**TASK STATEMENT**.
After locating the line with "Map reading. Convert", reproduce that line and every one following it exactly, up to the end of the entries.

•••••

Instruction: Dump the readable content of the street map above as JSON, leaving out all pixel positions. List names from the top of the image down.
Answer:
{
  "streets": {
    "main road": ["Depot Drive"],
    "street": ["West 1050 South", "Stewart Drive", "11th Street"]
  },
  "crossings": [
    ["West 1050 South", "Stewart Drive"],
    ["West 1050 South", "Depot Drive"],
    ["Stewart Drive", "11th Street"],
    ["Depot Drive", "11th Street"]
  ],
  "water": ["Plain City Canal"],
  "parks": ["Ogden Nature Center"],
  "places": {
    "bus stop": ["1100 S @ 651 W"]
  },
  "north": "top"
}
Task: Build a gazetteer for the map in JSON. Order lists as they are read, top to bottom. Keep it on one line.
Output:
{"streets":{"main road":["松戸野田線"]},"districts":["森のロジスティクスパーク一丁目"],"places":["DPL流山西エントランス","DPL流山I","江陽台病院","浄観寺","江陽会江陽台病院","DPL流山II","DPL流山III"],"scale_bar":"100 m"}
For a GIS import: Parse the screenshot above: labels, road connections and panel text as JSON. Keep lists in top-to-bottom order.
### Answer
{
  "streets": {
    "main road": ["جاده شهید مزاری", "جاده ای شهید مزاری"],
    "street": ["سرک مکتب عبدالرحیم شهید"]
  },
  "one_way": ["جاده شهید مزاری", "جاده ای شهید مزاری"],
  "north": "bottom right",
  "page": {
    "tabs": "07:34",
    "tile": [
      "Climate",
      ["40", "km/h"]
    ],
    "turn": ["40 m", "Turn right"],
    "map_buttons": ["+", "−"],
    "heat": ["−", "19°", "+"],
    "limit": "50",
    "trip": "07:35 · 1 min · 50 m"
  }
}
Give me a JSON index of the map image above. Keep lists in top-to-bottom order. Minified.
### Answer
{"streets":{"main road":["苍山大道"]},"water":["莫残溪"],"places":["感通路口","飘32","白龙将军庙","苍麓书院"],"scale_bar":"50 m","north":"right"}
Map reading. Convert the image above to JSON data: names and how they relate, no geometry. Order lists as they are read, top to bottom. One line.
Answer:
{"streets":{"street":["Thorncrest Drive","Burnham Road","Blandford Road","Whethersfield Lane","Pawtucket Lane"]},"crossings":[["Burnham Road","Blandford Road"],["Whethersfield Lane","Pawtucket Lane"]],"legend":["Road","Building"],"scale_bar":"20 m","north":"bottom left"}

•••••

**RESULT BELOW**.
Map reading. Convert the image above to JSON data: names and how they relate, no geometry. Order lists as they are read, top to bottom. One line.
Answer:
{"streets":{"street":["Thorncrest Drive","Burnham Road","Blandford Road","Whethersfield Lane","Pawtucket Lane"]},"crossings":[["Burnham Road","Blandford Road"],["Whethersfield Lane","Pawtucket Lane"]],"legend":["Road","Building"],"scale_bar":"20 m","north":"bottom left"}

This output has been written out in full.